The 10th International Conference on Cold Fusion (ICCF10) was held in Cambridge, MA, August 24-29. There were some interesting research results that are important to nuclear and solid state physics. The new results will likely have an impact on the acceptance of cold fusion as main stream science. Most physicists do not believe that nuclear reactions can occur in condensed matter at near room temperature. The new results are very clean and seem to refute this belief.

The new results were from Japan. Maybe the most important result was confirmation of studies published a year ago by Iwamura et al. in the Japan Journal of Applied Physics. This 2002 Iwamura paper described experiments at Mitsubishi Heavy Industries. The experiments showed a gradual transmutation of surface cesium into praseodymium caused by a deuterium permeation flow through a supporting Pd metal membrane at 70C. This change in surface composition requires the nuclear reaction Cs133 + 4 deuterons --> Pr-141. The membrane contained five 2-nm CaO internal diffusion "barriers". The studies were successfully repeated 6 times.

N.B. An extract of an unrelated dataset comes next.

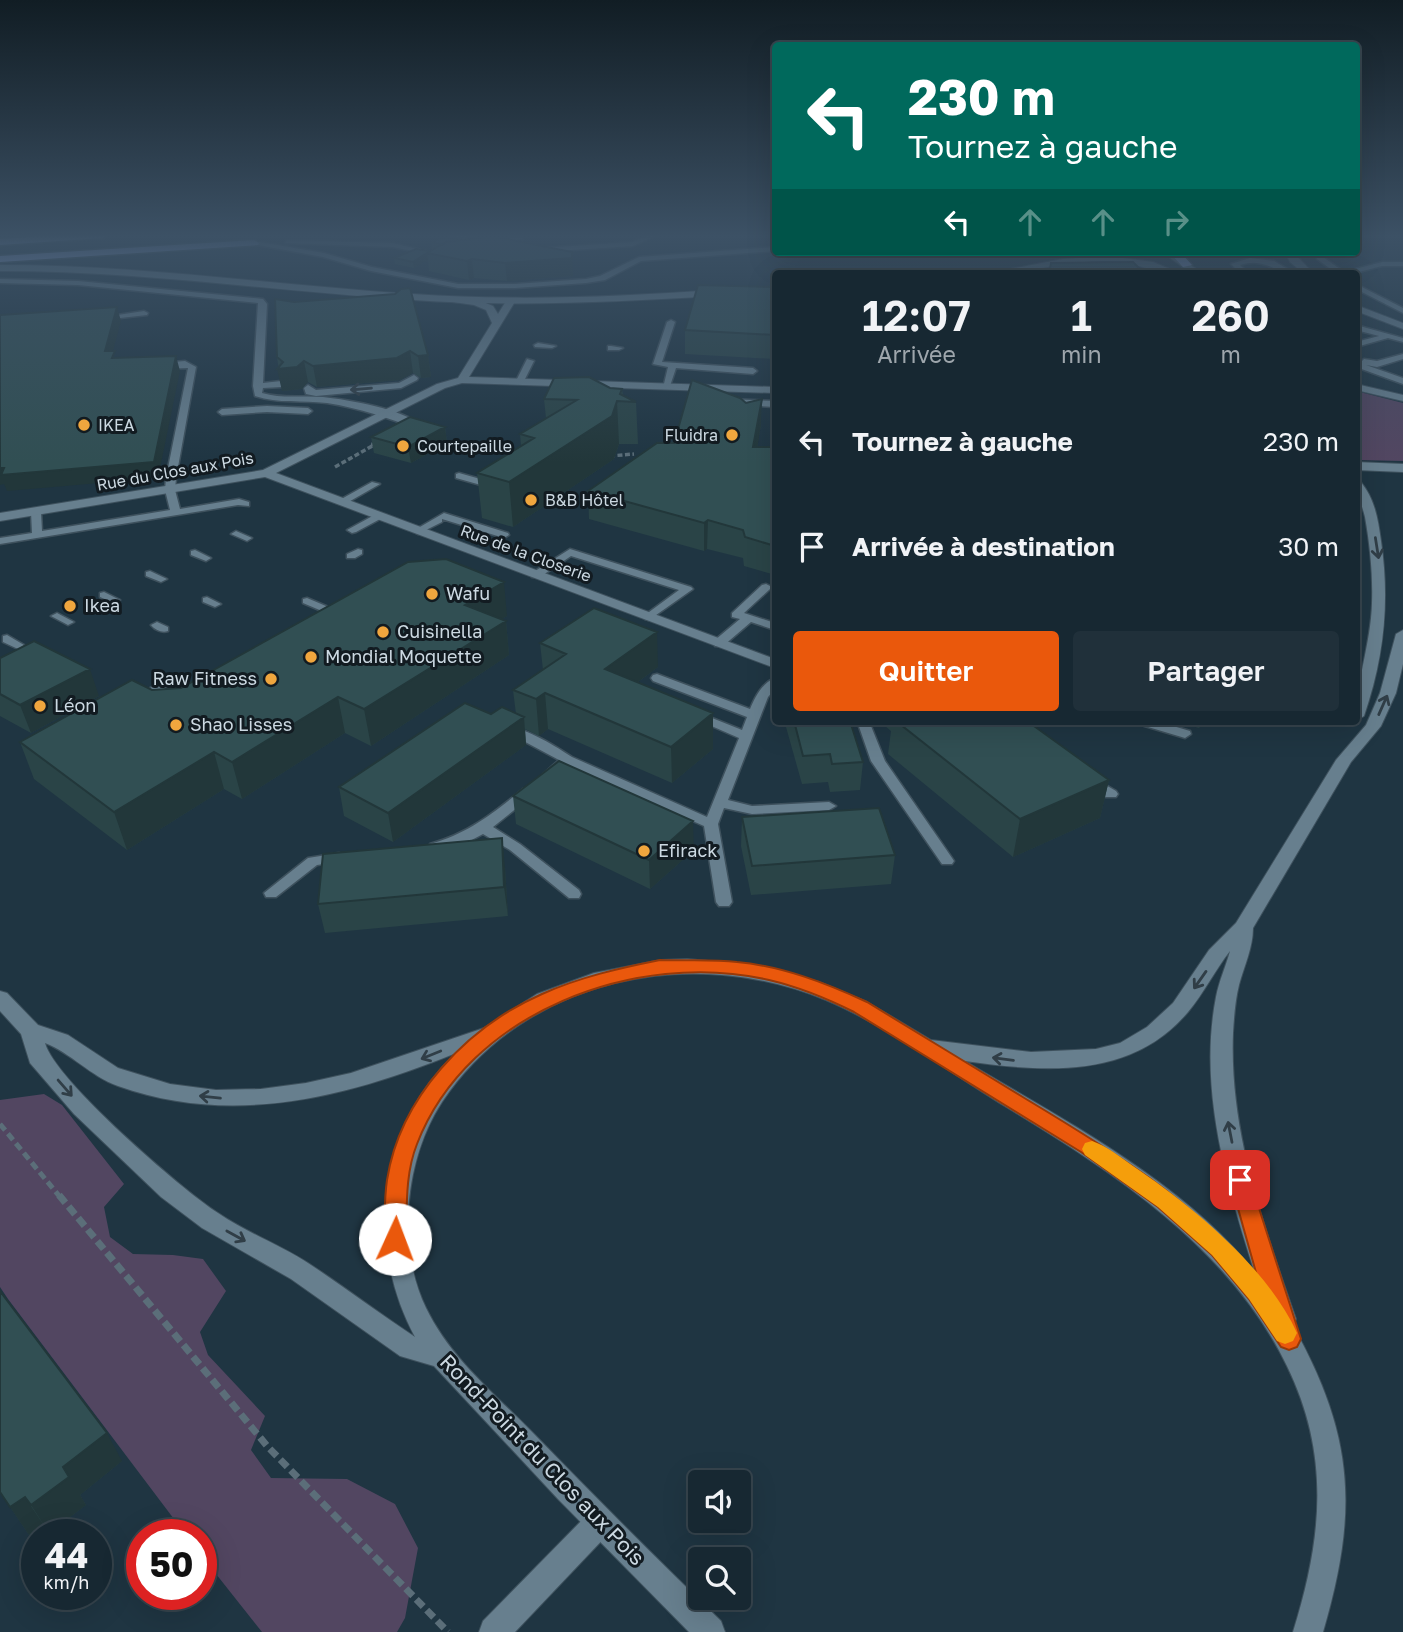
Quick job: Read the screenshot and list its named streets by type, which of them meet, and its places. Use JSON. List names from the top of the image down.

Analogous transmutations of Sr-88 into Mo-96 were repeated 3 times. No transmutations occurred with H 2 permeation, or when D2 was used with a membrane that lacked internal diffusion barriers. At the ICCF10 meeting Takahashi's Nuclear Engineering group at Osaka University reported replication of the Mitsubishi process. Also, their Pr nuclear product was independently confirmed by neutron activation analysis at the Japan Atomic Energy Research Institute.

The Mitsubishi group has continued their own investigations. In the initial work a large fraction of a monolayer of Cs was deposited chemically on the surface of a Pd membrane to begin each experiment. Part of the new Mistubishi work used ion implanted Cs. Iwamura reported that the same transmutations occurred with the ion-implanted Cs as with the chemically deposited Cs. The Iwamura group then carried out surface profiling studies on the Cs depletion and the Pr buildup. They showed that the transmutations all occurred in a thin surface layer, i.e., within 10 nm of the surface. The deeper ion-implanted Cs was not affected. They tested the possibility that the observed Pr might be a result of chemical migration within the Pd substrate. Chemical analysis of the virgin metal membrane showed that there was insufficient Pr impurity concentration in the Pd substrate to explain the results by chemical migration. The research team added new diagnostics, like near edge x-ray absorption analysis, which further supported their surface atom identifications. They also showed that during their permeation runs, the amount of Pr buildup was directly proportional to the integrated deuterium permeation flow. This permitted calculating a proportionality constant or "cross section". They confirmed that the cross section for surface Cs was greater than for surface Sr, which undergoes a parallel reaction.

The above transmutations can be called "alpha-addition transmutations", since nuclearly-paired deuterons resemble nuclear alpha particles, which are emitted in many nuclear decays. The transmutations are not cold fusion results per se, but are likely part of the same "active deuterium" physics that is responsible for deuteron cold fusion. There is a theory framework which was presented at ICCF10, which seems to explain active deuterium reactions using a wave equation, wave function formalism.